As any English person knows, it pays to be prepared for all four seasons, especially in the depths of winter. A crisp, sunny day can quickly turn into a torrential downpour. Still, there’s nothing quite like the feeling of shaking off your brolly after a wet and wuthering walk, and entering an inviting establishment in one of the most bucolic destinations in the United Kingdom.
With its rolling green hills and charming pastoral villages, The Cotswolds, England, between Oxford and Cirencester, is classified as an “Area of Outstanding Natural Beauty” by the British government. This picturesque region is a famous retreat for some of the U.K’s biggest celebrities, including Kate Moss, and Victoria and David Beckham. During the summer, the Cotswolds is a popular destination for nature walkers and celeb spotters alike. The weather might be more precarious in the winter, but the area is just as inviting. These are our favourite cosiest places to go when the rain stops play.
Known as “the Gateway to the Cotswolds,” Burford is just a 25-minute drive from Oxford and it’s where you’ll find a garden of eden off the A40. Burford Garden Centre has been selling plants since 1975 and is a popular destination for locals, even during the winter. With its vintage timber greenhouses, a visit here is like being inside a living terrarium.
Once you’ve explored the foliage—ranging from local ferns to tropical plants—head to the art gallery to discover striking but affordable local pieces. Finish your visit with a tipple at the cafe, which boasts vintage mirrors and shabby chic furnishings. On occasion, famous chefs such as Yotam Ottolenghi host evening meals here.
Just a short drive from Burford is the equally delightful Woodstock, a town created by King Henry II who retreated here to meet Rosamund Clifford, his mistress at the time. A stone’s throw from the town’s market square is stately Blenheim Palace, the seat of the Dukes of Marlborough and the birthplace of Sir Winston Churchill. The Baroque edifice and expansive grounds—created by Henry Wise and Achille Duchêne—date back to 1704 and are now classified as a UNESCO
World Heritage Site.
Blenheim boasts gilded interiors and works by the likes of Delacroix. The 2,000 acres of formal gardens and parkland mean you can spend hours traipsing over bridges and admiring the flora. Like many other costly aristocratic estates, Blenheim has doubled as a film set for movies such as Young Victoria with Emily Blunt to Harry Potter and the Order of the Phoenix. The latter featured a cedar of Lebanon tree that has since become a tourist attraction.
After you get your fill of Blenheim, head back to The Feathers, a boutique hotel in Woodstock, for a drink at the Gin Bar, which once held the record for having the most gins in the world—400, if anyone asks.
For those who prefer to spend their time cuddled up with a good book instead of a tumbler of mother’s ruin, a trip to Jaffé and Neale in Chipping Norton is written in the blurb.

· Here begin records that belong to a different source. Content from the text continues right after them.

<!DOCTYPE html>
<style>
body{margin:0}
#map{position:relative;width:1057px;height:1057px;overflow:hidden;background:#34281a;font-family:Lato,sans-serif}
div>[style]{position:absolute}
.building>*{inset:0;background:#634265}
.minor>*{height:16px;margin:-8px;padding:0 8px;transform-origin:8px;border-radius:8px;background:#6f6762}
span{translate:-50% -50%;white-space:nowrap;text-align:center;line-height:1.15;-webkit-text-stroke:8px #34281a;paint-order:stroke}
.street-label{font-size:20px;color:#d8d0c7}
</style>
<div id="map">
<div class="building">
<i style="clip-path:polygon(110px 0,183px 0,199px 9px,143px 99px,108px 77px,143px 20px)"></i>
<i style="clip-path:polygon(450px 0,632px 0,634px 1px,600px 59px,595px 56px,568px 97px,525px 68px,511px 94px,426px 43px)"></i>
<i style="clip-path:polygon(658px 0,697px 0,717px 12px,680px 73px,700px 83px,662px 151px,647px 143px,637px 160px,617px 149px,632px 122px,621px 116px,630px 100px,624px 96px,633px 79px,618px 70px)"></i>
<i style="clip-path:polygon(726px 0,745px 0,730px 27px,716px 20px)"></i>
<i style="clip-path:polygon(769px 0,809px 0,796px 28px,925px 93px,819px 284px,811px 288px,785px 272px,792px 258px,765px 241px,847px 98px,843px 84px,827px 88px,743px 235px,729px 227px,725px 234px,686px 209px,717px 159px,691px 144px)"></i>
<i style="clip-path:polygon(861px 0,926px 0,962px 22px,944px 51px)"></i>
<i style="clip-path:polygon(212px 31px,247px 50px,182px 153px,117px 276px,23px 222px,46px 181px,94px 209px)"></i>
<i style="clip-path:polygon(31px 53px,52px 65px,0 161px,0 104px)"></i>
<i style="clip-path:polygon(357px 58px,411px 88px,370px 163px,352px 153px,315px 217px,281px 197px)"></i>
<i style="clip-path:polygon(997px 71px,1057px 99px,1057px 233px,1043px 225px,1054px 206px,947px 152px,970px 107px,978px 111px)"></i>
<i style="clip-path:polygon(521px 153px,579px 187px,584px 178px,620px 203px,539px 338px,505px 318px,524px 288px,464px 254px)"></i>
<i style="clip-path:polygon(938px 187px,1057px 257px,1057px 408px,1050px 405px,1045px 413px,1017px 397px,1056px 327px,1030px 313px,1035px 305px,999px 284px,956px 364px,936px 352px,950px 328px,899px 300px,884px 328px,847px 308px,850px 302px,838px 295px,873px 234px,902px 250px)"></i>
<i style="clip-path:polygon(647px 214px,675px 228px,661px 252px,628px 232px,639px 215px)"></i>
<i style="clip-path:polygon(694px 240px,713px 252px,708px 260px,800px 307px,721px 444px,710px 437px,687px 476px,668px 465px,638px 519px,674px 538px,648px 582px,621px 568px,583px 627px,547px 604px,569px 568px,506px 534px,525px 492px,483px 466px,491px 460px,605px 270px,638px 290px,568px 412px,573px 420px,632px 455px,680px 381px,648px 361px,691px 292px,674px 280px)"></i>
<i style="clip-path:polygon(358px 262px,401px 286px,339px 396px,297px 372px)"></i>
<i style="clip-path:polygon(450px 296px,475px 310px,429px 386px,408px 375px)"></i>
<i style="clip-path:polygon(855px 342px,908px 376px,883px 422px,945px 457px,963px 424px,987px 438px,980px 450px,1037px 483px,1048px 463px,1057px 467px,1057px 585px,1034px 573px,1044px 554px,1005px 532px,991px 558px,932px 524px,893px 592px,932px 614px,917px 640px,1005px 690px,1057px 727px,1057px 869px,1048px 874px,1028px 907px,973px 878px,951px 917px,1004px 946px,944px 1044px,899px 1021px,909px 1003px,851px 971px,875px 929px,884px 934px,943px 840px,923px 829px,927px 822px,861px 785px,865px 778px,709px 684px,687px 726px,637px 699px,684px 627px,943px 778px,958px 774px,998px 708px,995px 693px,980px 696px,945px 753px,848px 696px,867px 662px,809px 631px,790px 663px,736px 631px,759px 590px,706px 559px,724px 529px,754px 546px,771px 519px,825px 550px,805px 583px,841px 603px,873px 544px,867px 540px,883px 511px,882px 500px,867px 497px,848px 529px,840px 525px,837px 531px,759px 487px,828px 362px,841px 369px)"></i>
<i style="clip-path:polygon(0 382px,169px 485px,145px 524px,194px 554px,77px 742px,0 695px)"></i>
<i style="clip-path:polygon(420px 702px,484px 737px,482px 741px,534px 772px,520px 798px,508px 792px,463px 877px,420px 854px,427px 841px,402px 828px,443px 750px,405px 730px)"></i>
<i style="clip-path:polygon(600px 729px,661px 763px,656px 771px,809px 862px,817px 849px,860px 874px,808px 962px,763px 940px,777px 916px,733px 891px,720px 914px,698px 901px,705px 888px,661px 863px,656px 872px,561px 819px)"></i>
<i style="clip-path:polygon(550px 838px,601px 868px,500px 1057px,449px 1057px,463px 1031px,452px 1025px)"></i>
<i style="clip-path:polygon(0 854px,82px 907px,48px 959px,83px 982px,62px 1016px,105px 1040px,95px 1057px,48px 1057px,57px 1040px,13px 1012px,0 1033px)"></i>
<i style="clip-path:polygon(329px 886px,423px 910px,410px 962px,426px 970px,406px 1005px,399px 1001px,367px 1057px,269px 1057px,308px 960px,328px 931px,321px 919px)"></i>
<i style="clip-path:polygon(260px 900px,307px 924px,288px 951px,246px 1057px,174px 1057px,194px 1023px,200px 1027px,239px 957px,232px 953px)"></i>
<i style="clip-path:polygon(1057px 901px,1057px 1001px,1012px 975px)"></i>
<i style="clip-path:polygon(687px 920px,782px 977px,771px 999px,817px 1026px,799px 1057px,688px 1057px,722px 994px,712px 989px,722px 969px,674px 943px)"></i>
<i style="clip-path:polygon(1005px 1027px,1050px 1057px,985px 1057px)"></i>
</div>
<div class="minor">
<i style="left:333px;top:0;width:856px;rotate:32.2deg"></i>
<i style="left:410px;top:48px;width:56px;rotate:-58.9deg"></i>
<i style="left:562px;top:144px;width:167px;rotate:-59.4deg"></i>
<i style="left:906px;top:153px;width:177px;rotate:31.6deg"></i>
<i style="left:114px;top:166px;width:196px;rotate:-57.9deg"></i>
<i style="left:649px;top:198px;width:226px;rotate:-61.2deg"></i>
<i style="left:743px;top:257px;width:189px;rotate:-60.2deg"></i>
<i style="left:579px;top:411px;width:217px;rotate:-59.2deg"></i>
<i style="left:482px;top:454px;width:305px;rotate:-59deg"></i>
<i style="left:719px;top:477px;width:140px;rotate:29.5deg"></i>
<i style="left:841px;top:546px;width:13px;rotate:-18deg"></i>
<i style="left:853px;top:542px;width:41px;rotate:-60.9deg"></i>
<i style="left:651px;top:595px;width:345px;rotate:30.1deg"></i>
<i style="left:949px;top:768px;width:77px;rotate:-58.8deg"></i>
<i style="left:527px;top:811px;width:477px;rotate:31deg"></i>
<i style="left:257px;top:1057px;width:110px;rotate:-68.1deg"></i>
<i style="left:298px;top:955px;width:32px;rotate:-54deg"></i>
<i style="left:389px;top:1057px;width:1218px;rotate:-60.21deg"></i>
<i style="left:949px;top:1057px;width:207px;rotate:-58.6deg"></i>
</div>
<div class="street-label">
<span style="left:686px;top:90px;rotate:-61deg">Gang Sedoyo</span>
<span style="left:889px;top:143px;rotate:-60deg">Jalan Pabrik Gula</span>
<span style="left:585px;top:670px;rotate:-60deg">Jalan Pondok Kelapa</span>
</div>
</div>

This independent bookstore has been open to the public since 2006. Spread across three floors in an old stone townhouse, Jaffé and Neale boast hundreds of tomes ranging from poetry analogies to science fiction. The owners, Polly and Patrick, hold regular events and talks with visitor authors. Listen to them read from their works as you savour a homemade gluten-free Clementine cake.
Looking for something a little more indulgent? Then a visit to Wild Rabbit in Kingham will be right up your alley. Owned by the Daylesford estate, one of the U.K.’s most sustainable organic farms, the Wild Rabbit is a fine-dining establishment-cum-hotel. The restaurant interior is as modern as its takes on British classics such as venison Wellington that feature locally sourced seasonal ingredients. For a more low-key visit, head to the relaxing bar where you can snuggle in one of the brown suede armchairs by the double-sided fireplace (maybe with a book bought at Jaffé and Neale).
Any trip to the Cotswolds isn’t complete without a stop at Bourton-on-the-Water, one of the most idyllic villages in the area. Split in two by the shallow river Windrush, visitors flock here for its low-lying bridges and sandstone Jacobean and Georgian cottages, which exude a honey glow when the sun hits them the right way.
As the sun doesn’t always shine in winter, Bourton’s Mousetrap Inn is the place to be to meet friendly locals and have a pint or two. Sunday dinner is especially inviting with rich stews of roasted meat and vegetables. Settle under the low-hanging wooden beams and let the soundtrack of chattering locals and the crackling fire wash over you. Soon the wintery weather outside will soon become but a distant memory.